Machine learning unleashes quantum atomic vibrations of materials

Caltech scientists have developed an artificial intelligence (AI)-based method that dramatically accelerates the calculation of quantum interactions that occur in materials. In the new work, the group focuses on atomic oscillations, or interactions between phonons. This is an interaction that governs a wide range of material properties, including heat transport, thermal expansion, and phase transition. It could potentially extend the new machine learning approach to calculate all quantum interactions and allow for encyclopedia knowledge of how particles and excitation work in materials.

Scientists like Marco Bernardi, a professor of applied physics, physics and materials science in California, and his graduate student Yao Luo (MS '24), are trying to find ways to speed up the huge interactions needed to understand such particle interactions from the first principles of actual materials.

Last year, Bernardi and Luo developed a data-driven method based on a technique called Singular Value Decomposition (SVD) to simplify the huge mathematical matrix scientists use to represent the interaction between electrons and phonons in materials.

The case of phonon interactions is even more complicated. These interactions are encoded in multidimensional objects called tensors, vector generalizations, and higher dimension matrices. The complexity of these tensors grows exponentially with the number of particles involved, limiting scientists' understanding of interactions involving three or more phonons.

Now inspired by recent advances in machine learning, Bernardi and Luo have developed an AI-based method of encoding phonon interactions in materials and sifting through higher order tensors that extract only the critical bits needed to complete the calculations that explain heat transport. They describe their works in papers published in journals.

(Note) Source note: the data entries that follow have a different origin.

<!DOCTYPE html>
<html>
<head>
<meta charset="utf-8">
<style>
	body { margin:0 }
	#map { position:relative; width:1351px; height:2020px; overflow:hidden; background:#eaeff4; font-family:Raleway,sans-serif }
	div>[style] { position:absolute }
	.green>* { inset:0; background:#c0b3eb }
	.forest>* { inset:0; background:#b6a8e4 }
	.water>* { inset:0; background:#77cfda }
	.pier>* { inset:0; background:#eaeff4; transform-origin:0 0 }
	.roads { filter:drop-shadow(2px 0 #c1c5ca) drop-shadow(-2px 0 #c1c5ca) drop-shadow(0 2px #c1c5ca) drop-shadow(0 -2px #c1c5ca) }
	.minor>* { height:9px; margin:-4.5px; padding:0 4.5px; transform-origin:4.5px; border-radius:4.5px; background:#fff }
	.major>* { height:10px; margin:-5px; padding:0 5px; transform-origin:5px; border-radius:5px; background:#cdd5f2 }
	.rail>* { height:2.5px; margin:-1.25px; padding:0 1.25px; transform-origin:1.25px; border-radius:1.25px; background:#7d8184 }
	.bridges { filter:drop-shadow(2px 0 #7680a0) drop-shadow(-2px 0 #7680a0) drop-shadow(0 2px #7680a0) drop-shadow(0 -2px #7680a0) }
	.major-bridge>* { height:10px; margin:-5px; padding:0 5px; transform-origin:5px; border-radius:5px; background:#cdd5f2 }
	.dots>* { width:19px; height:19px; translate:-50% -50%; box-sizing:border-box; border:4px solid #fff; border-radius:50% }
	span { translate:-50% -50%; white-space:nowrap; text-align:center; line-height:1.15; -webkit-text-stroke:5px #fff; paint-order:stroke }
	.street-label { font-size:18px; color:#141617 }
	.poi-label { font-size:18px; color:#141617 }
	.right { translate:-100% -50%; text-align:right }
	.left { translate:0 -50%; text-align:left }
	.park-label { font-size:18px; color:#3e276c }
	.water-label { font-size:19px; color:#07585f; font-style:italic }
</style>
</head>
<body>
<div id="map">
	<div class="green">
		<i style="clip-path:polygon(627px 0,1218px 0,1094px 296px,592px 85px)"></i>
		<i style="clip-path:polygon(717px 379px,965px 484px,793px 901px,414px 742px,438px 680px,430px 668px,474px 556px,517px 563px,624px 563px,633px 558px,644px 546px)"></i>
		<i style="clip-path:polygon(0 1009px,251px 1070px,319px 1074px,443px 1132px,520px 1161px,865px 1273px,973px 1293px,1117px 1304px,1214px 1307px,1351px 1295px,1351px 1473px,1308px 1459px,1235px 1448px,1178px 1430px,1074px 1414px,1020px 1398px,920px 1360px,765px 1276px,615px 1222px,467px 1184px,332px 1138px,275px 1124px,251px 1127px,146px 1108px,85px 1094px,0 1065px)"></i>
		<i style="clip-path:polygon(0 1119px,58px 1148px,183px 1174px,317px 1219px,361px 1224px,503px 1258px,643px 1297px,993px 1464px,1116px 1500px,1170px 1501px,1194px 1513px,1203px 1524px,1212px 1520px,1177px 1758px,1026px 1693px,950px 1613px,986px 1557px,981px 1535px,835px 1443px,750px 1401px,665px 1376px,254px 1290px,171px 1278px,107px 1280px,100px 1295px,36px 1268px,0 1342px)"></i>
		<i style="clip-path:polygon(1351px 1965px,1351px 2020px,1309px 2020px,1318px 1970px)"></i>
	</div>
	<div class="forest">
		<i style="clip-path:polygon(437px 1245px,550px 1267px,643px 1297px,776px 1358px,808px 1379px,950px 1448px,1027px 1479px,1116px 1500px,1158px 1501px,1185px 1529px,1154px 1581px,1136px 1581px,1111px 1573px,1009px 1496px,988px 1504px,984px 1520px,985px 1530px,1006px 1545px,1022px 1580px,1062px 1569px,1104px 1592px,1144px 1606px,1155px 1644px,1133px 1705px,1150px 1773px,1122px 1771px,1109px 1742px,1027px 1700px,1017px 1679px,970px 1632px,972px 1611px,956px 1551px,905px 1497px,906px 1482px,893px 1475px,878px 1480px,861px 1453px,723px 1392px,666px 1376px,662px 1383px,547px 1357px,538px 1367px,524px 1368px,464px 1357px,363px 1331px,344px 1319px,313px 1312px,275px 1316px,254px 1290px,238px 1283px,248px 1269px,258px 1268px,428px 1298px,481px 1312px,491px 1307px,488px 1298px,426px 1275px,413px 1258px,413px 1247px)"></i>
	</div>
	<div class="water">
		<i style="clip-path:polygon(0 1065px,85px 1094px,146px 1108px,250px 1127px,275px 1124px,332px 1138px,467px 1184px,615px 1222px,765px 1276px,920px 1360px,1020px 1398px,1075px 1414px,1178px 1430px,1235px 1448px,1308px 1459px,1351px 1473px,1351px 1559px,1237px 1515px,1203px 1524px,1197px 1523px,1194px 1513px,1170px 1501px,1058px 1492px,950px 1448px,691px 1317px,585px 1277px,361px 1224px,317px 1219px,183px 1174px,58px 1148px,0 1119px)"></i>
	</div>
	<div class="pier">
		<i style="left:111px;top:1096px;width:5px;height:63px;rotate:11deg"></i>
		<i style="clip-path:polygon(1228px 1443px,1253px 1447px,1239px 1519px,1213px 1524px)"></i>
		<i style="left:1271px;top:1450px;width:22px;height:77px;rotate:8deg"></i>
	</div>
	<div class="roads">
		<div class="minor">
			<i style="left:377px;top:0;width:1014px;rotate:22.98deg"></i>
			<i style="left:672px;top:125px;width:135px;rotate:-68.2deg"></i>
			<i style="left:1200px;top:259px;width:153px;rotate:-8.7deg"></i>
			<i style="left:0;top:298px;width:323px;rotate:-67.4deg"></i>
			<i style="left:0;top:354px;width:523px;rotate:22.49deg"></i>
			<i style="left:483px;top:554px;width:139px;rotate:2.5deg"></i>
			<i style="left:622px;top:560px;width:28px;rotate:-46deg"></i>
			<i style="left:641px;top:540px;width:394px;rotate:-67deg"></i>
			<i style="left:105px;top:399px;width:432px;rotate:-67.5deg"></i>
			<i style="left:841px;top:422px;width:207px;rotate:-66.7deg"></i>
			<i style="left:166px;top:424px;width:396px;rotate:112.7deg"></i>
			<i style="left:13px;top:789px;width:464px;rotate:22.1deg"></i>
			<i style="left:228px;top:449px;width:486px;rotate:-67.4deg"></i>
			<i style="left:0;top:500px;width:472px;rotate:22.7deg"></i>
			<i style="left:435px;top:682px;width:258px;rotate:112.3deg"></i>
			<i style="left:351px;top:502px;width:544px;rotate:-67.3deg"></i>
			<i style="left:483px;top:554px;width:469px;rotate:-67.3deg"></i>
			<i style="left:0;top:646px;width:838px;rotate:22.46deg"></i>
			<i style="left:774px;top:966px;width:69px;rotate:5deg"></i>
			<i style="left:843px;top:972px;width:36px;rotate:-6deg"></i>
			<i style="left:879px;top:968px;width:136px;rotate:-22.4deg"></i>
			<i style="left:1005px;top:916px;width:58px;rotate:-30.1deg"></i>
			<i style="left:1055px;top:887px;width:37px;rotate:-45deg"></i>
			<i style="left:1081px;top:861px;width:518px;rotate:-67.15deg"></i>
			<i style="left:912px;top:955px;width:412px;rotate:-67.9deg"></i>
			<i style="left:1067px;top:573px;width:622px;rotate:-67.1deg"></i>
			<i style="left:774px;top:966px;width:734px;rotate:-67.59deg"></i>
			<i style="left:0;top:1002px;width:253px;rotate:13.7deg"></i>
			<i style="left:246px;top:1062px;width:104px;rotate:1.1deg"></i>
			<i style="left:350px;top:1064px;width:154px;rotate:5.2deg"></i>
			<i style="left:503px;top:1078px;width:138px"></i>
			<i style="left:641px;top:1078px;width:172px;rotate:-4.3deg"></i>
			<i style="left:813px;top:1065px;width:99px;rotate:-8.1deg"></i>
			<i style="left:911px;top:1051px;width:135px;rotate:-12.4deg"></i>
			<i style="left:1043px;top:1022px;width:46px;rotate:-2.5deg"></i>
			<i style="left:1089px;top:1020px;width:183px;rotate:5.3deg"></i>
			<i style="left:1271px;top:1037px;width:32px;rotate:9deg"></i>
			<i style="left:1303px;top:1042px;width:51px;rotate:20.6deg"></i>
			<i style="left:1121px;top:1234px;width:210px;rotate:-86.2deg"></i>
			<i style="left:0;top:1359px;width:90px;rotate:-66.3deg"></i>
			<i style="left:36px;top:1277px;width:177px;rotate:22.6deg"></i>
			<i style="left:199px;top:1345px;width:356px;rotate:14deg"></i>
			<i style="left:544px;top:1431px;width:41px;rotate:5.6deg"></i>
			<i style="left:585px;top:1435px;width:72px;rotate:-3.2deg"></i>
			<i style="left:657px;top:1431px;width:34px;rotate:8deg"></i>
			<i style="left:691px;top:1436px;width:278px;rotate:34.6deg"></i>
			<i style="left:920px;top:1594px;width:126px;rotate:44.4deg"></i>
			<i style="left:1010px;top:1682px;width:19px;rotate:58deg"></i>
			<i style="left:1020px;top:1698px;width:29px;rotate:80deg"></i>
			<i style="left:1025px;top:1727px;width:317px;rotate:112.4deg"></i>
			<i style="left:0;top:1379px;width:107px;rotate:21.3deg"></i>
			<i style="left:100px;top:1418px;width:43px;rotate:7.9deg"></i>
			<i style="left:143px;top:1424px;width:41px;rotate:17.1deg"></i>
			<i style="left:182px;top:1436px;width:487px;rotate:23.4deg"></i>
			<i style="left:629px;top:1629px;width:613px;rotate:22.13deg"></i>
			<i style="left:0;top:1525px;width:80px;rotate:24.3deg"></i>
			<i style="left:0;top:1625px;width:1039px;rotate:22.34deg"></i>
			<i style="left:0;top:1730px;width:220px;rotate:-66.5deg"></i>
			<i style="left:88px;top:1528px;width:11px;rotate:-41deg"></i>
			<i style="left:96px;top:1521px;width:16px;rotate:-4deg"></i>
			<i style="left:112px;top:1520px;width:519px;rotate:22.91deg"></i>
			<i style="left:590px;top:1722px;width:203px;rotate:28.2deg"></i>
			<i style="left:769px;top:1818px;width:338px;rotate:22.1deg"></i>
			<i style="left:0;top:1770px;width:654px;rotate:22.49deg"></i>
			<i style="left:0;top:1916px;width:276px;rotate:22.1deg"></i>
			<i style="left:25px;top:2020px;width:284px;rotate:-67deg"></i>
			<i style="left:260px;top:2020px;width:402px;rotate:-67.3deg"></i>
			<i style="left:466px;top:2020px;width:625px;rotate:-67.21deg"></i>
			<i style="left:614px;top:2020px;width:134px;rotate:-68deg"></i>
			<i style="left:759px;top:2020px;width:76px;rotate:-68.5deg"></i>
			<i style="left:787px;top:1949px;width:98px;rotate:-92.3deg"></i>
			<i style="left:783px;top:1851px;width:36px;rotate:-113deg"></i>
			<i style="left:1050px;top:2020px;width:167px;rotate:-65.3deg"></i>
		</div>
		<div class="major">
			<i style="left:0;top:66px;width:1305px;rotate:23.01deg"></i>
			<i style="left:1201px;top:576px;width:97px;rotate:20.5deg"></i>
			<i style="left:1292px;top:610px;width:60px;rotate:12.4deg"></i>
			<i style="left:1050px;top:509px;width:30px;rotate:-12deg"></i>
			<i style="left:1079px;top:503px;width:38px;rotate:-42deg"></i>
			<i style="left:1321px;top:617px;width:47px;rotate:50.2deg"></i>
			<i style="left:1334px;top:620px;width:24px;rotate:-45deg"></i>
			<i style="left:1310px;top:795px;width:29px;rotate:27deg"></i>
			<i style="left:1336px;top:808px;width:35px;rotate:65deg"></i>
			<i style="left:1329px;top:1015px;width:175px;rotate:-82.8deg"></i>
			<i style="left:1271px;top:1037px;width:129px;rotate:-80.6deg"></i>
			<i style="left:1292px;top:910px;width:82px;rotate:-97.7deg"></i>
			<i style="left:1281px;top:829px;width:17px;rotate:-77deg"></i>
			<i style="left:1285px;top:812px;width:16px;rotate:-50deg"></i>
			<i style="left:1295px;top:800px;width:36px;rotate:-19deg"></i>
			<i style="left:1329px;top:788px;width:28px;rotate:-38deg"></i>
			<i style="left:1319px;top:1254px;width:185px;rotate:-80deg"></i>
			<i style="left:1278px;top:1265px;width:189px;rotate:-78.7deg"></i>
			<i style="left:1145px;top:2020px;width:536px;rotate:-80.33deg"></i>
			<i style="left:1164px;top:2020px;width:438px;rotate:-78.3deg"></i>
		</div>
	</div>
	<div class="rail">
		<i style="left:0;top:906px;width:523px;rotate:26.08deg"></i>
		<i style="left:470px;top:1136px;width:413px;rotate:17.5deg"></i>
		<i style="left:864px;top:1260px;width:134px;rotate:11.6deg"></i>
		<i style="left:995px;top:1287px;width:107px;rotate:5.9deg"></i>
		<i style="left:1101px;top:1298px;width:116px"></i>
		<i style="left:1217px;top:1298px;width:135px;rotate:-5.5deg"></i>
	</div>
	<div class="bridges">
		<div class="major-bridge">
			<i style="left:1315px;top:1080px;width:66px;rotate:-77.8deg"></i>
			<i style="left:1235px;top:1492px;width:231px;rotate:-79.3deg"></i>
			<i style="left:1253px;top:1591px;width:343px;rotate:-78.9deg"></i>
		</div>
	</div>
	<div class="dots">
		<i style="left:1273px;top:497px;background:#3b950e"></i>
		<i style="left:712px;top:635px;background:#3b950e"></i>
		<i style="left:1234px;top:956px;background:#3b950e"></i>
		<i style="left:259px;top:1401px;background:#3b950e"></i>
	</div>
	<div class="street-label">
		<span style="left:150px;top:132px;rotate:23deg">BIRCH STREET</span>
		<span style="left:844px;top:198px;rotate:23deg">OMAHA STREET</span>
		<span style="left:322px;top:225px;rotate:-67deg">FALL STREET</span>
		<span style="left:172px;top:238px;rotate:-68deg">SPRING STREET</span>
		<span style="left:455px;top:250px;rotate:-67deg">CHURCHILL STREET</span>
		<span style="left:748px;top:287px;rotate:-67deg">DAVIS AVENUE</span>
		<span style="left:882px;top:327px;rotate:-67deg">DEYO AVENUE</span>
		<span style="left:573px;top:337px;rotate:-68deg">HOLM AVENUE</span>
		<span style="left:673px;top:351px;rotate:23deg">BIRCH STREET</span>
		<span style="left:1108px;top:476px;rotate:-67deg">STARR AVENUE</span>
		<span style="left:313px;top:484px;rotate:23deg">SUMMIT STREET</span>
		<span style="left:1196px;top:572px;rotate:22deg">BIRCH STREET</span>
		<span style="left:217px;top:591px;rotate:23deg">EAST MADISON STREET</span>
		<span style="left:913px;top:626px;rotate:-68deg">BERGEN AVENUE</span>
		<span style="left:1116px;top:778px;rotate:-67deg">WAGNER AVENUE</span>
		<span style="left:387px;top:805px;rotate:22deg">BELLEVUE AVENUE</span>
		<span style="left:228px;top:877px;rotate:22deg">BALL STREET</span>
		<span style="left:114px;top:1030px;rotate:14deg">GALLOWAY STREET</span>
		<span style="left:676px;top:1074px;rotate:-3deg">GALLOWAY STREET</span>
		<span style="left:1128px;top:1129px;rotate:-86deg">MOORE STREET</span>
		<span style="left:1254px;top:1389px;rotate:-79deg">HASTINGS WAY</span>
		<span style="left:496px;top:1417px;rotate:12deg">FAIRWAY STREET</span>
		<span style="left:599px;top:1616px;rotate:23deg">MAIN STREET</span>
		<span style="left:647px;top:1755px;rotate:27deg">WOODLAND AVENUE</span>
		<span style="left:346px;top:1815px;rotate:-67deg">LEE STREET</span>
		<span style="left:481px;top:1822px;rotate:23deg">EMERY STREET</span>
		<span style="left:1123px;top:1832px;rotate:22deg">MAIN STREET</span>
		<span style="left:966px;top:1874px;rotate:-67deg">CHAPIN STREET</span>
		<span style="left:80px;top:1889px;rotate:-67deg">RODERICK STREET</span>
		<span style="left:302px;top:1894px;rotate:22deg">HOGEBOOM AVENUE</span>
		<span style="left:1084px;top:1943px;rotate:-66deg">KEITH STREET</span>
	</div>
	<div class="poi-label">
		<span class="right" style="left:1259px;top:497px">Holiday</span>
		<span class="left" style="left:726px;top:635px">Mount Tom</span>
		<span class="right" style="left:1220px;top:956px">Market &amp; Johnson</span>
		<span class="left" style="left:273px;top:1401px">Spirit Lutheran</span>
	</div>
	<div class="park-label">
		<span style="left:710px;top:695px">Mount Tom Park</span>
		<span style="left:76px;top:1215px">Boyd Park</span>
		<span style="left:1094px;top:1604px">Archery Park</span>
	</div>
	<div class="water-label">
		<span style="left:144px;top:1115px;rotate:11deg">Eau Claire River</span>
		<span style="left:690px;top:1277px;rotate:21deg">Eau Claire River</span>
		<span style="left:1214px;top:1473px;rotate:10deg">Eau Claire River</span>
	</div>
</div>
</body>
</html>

Physical Review Letter.

Using current cutting-edge techniques, a supercomputer takes hours or days to calculate the interaction between three or four phonons in a material. This new method allows computers to complete the same heat transport and phonon dynamics calculations 1,000-10,000 times faster, maintaining accuracy.

“Calculating the 4-phonon interaction is a nightmare,” says Bernardi. “For complex materials, this task involves calculations for several weeks. This can be done in 10 seconds.”

Bernardi explains this in detail.

“We're using a machine learning technique called CandeComp/Parafac tensor decomposition, but we had to adapt to meet the symmetry of this particular physical problem. We need to first set up a neural network and run it on the GPU and ask.

“If you modify the number of product terms you want to keep, the machine learning process will return the best features to approximate the perfect tensor. Usually, only a few of these products are needed, saving several orders of magnitude in computational complexity compared to using a full tensor.

Bernardi adds that the new method is suitable for high-throughput screening of thermophysics and heat transport in large-scale materials databases, a major initiative in the materials community. Regarding future work, he said, “My vision now is to compress all different types of quantum interactions and higher order processes of materials with similar techniques. The key is to completely bypass the formation of large tensors and learn direct interactions in compressed forms.”

The title of this paper is “Tensor Learning and Compression of N-Phonon Interactions.” The other author is Dhruv Mangtani, who worked on the project as a surf student in Bernardi's lab. Shiyu Peng, a scholarly scholar of the Bible. Caltech graduate students Jia Yao (MS '25) and Sergei Kliavinek.